Once I was asked, “what is the most challenging aspect of working in the outdoor industry?” My answer was easy – establishing credibility. One summer I worked at a Forest Service information station near the Rubicon Trail, a world-class jeep trail that I grew up camping and four-wheeling on. One day a guy came in with a question about the trail and instead of asking the young woman in the Forest Service uniform stationed behind the information desk, he asked the older man in a camp host shirt standing out of the way at the top of the stairs. My inner self glared at him and laughed when our camp host manager told him he had no idea and to ask me.
With that said, I want to start Trails’ Guide by establishing credibility:
- I’ve been four-wheeling with my family since I was in my mother’s womb – literally. Then I was strapped into a car seat, grew into the back seat, graduated to co-pilot, and am now working on my driving skills.
- I took a backpacking course in college and have been hitting the trail ever since. I’m primarily a weekend warrior doing two-nighters to amazing places up and down the Sierra Nevada Mountains. However, last summer marked the beginning of an epic adventure – 62 miles of the John Muir Trail. The next section is this summer and I can’t wait to finish atop Mt. Whitney the following summer.
- I’m a certified Leave No Trace and Tread Lightly Master Educator and Trainer, respectively. That entails leading groups on backpacking and camping trips while exploring teaching techniques and responsible stewardship firsthand.
- I’ve been riding all-terrain vehicles (ATV) since before my feet could reach the footboards. I primarily take to the sand, but enjoy forest trails with twists and turns too. I’ve hosted multiple ATV safety courses and ATV rider camps for youth – and yes, participants must be able to reach the footboards.
- I have a two-year old lab-mix that I am reluctant to leave home without. Aspen has been in adventure-pup mode since I brought her home, surviving multiple backpacking trips, snowshoe hikes, and she knows how to hog a tent like nobody’s business. My point being? Expect the majority of adventures on this blog to be dog-friendly.

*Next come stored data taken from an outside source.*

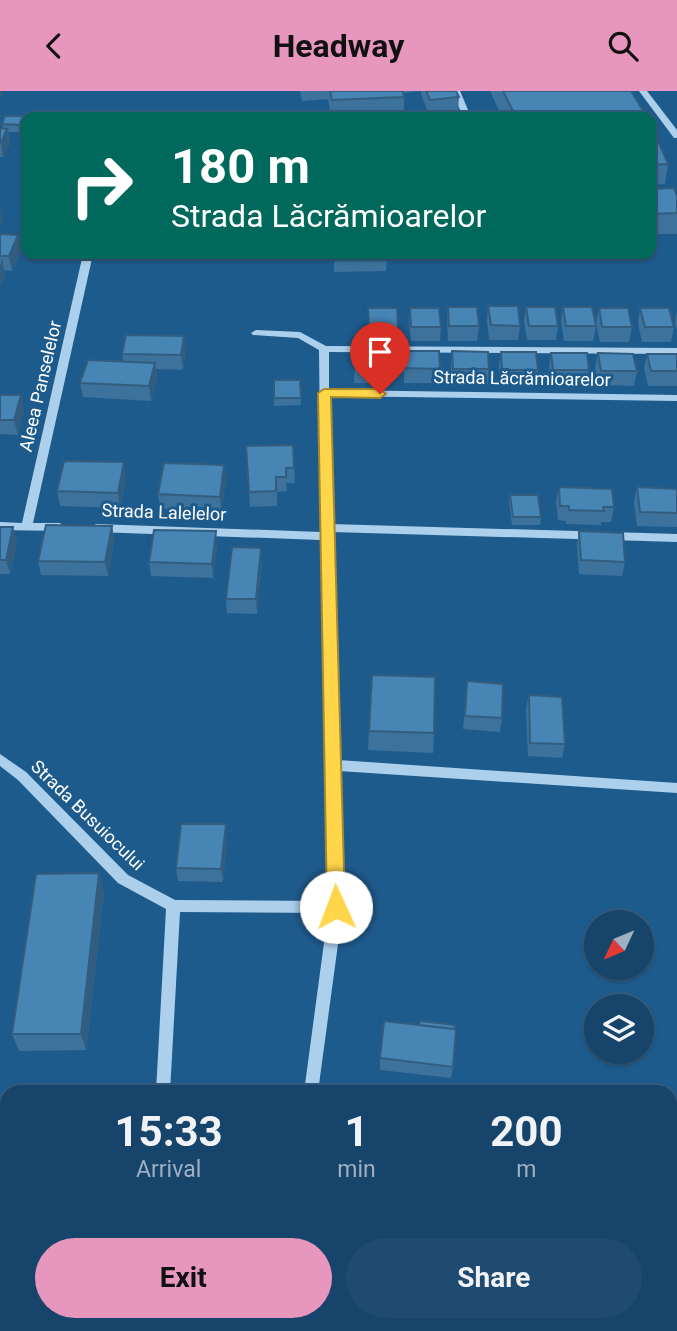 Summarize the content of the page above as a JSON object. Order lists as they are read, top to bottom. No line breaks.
{"streets":{"street":["Strada Lăcrămioarelor","Aleea Panselelor","Strada Lalelelor","Strada Busuiocului"]},"crossings":[["Aleea Panselelor","Strada Lalelelor"]],"north":"bottom left","page":{"header":"Headway","turn":["180 m","Strada Lăcrămioarelor"],"eta":["15:33","Arrival","1","min","200","m"],"buttons":["Exit","Share"]}} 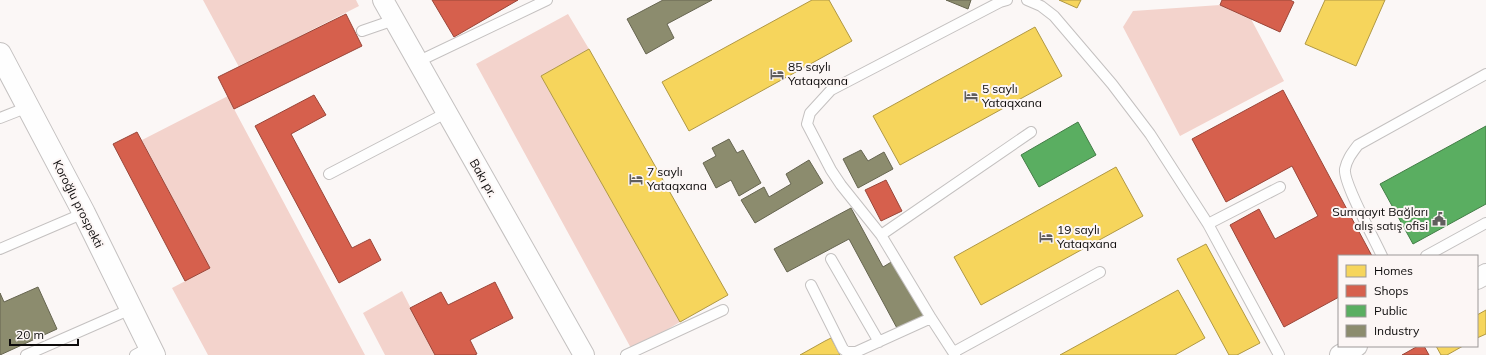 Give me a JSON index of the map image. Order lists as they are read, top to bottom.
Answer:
{
  "streets": {
    "street": ["Bakı pr.", "Koroğlu prospekti"]
  },
  "places": {
    "hotel": [
      "85 saylı Yataqxana",
      "5 saylı Yataqxana",
      "7 saylı Yataqxana",
      "19 saylı Yataqxana"
    ],
    "public building": ["Sumqayıt Bağları alış satış ofisi"]
  },
  "legend": [
    "Homes",
    "Shops",
    "Public",
    "Industry"
  ],
  "scale_bar": "20 m"
} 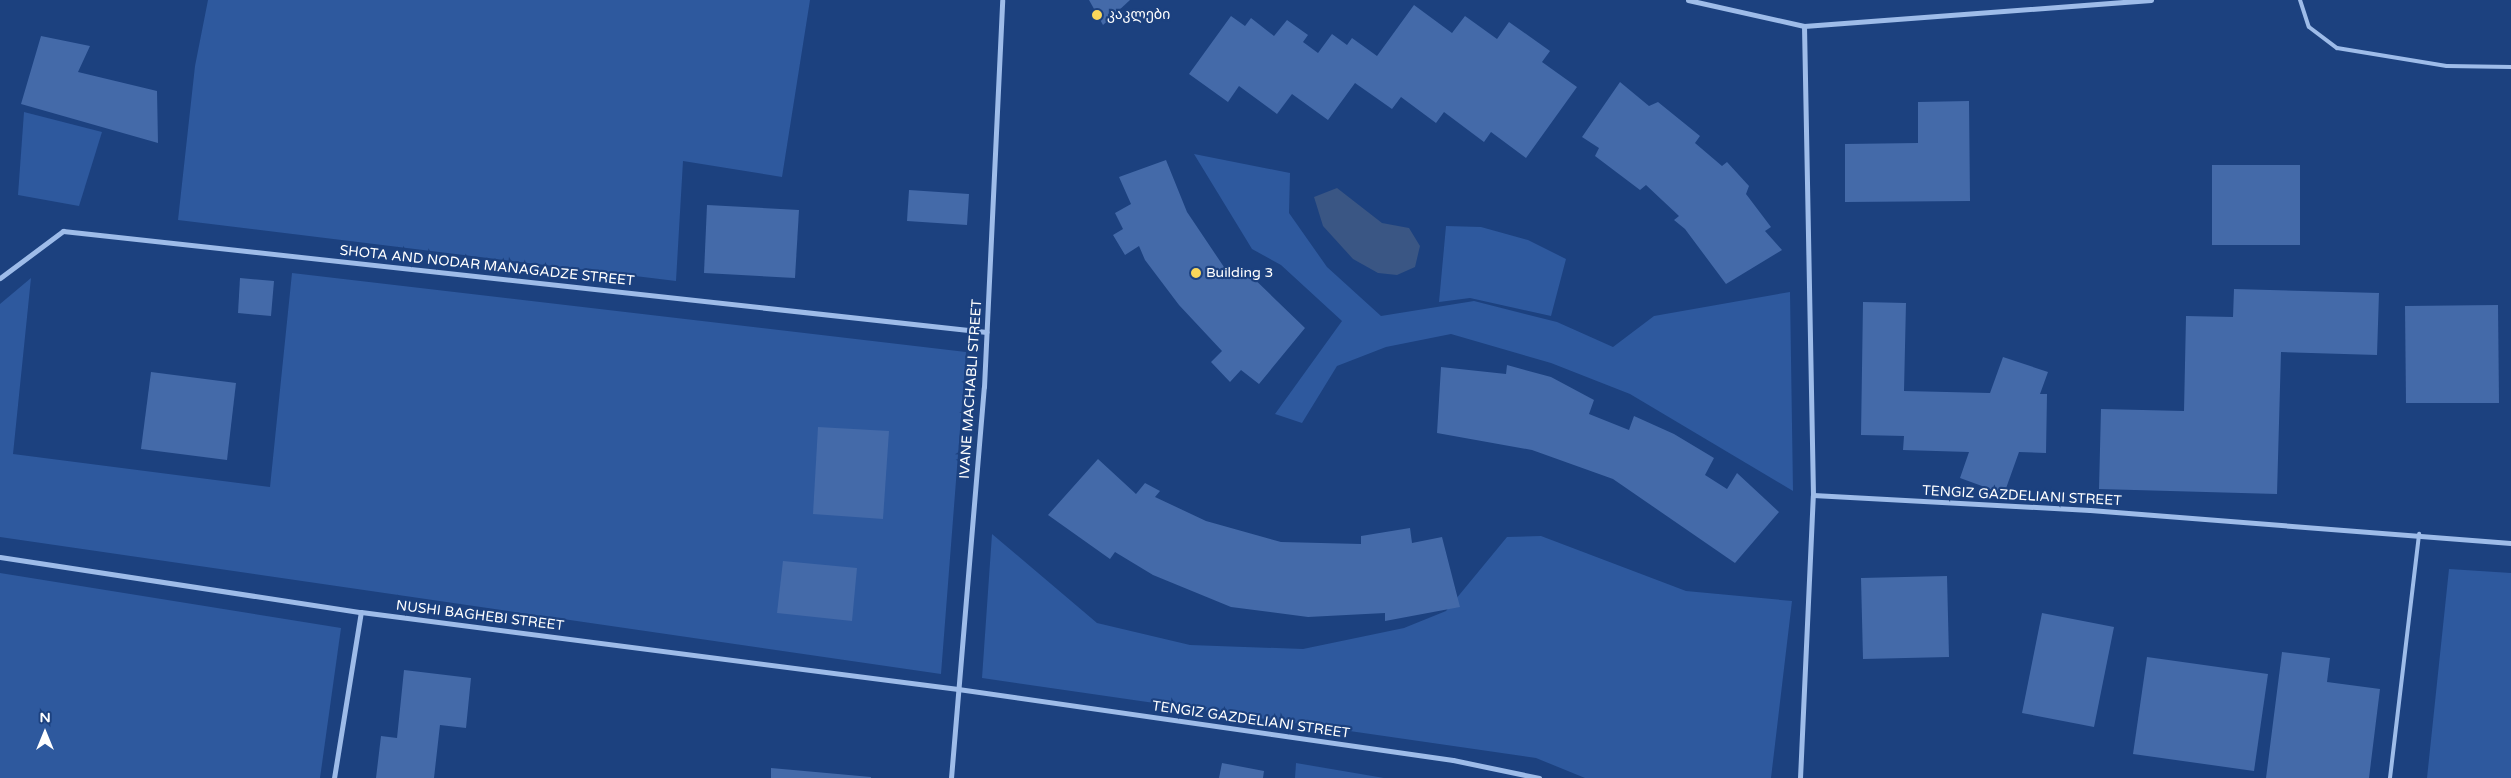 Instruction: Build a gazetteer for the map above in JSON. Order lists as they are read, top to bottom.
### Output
{
  "streets": {
    "street": [
      "SHOTA AND NODAR MANAGADZE STREET",
      "IVANE MACHABLI STREET",
      "TENGIZ GAZDELIANI STREET",
      "NUSHI BAGHEBI STREET"
    ]
  },
  "crossings": [
    ["SHOTA AND NODAR MANAGADZE STREET", "IVANE MACHABLI STREET"],
    ["IVANE MACHABLI STREET", "TENGIZ GAZDELIANI STREET"],
    ["IVANE MACHABLI STREET", "NUSHI BAGHEBI STREET"],
    ["TENGIZ GAZDELIANI STREET", "NUSHI BAGHEBI STREET"]
  ],
  "places": ["კაკლები", "Building 3"],
  "north": "top"
}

If you’ve read this far, I’m hoping you’ll come back next week. With this outdoor-based blog I want to share my ideas, adventures, thoughts, and my love of the outdoors. It also has the added bonus of keeping up on my writing skills and preventing my brain from turning to mush like cold-trail oatmeal.
Just found your blog and will be a frequent visitor! I adopted a young GSD last December and have been taking her into the mountains, backpacking and camping, since early spring, after training her up to carrying a pack, etc. (We hike nearly every day around the East Bay, where we live, for regular exercise and conditioning.) Always looking for dog-friendly trips in the Sierras, so your site will be a great resource.
Hi Marianne, so glad you found Aspen and me! Dogs make the best hiking partners. If you find any dog-friendly must-visit hikes, I’d love to hear about them!
Hi there! I’ve been following your posts here and there for the past couple of years. I, too, am a Californian who loves adventures with her pup. I’m always curious: what’s your day job? Do you take Aspen to work with you? And does your job allow you lots of time off? Would love to hear how you’re able to have so many inspiring adventures! We get out as much as possible on weekends, but during the week, we just take short walks before and after work. I’m always wondering how other adventurous dog-owners do it. Thanks for your blog! Georgina
Hi Georgina! Thanks for reaching out, always good to hear from fellow dog moms. I work for a non-profit where I’m lucky enough to work 4-10s, plus vacation time. This allows for weekend adventures, with a few longer road trips mixed in. Things have been really busy lately though and we had to choose between getting Aspen outside or documenting our adventures. We chose getting outside, which is why it’s January and I just posted about our September trip. Aspen doesn’t get to come to work with me, but she’d probably find all the computer time boring anyway. So she gets walks and jogs before and after work like your pup. As long as their tail is wagging, I think we’re doing a good job!
Okay, well that’s actually good to hear, because it inspires me to do more. If you and Aspen can manage lots of outdoor activity while working full-time, then so can my pup and I. Yes, keep sharing. I love checking your posts now and then to get ideas for dog-friendly road trips and outings along the West coast and in the Sierra. Next up for me: finding other canine-human duos to adventure with. I’m thinking of starting a Meetup in my area, but if you happen to know of any other groups already established, please share. Thanks for replying. Have fun on your next trip!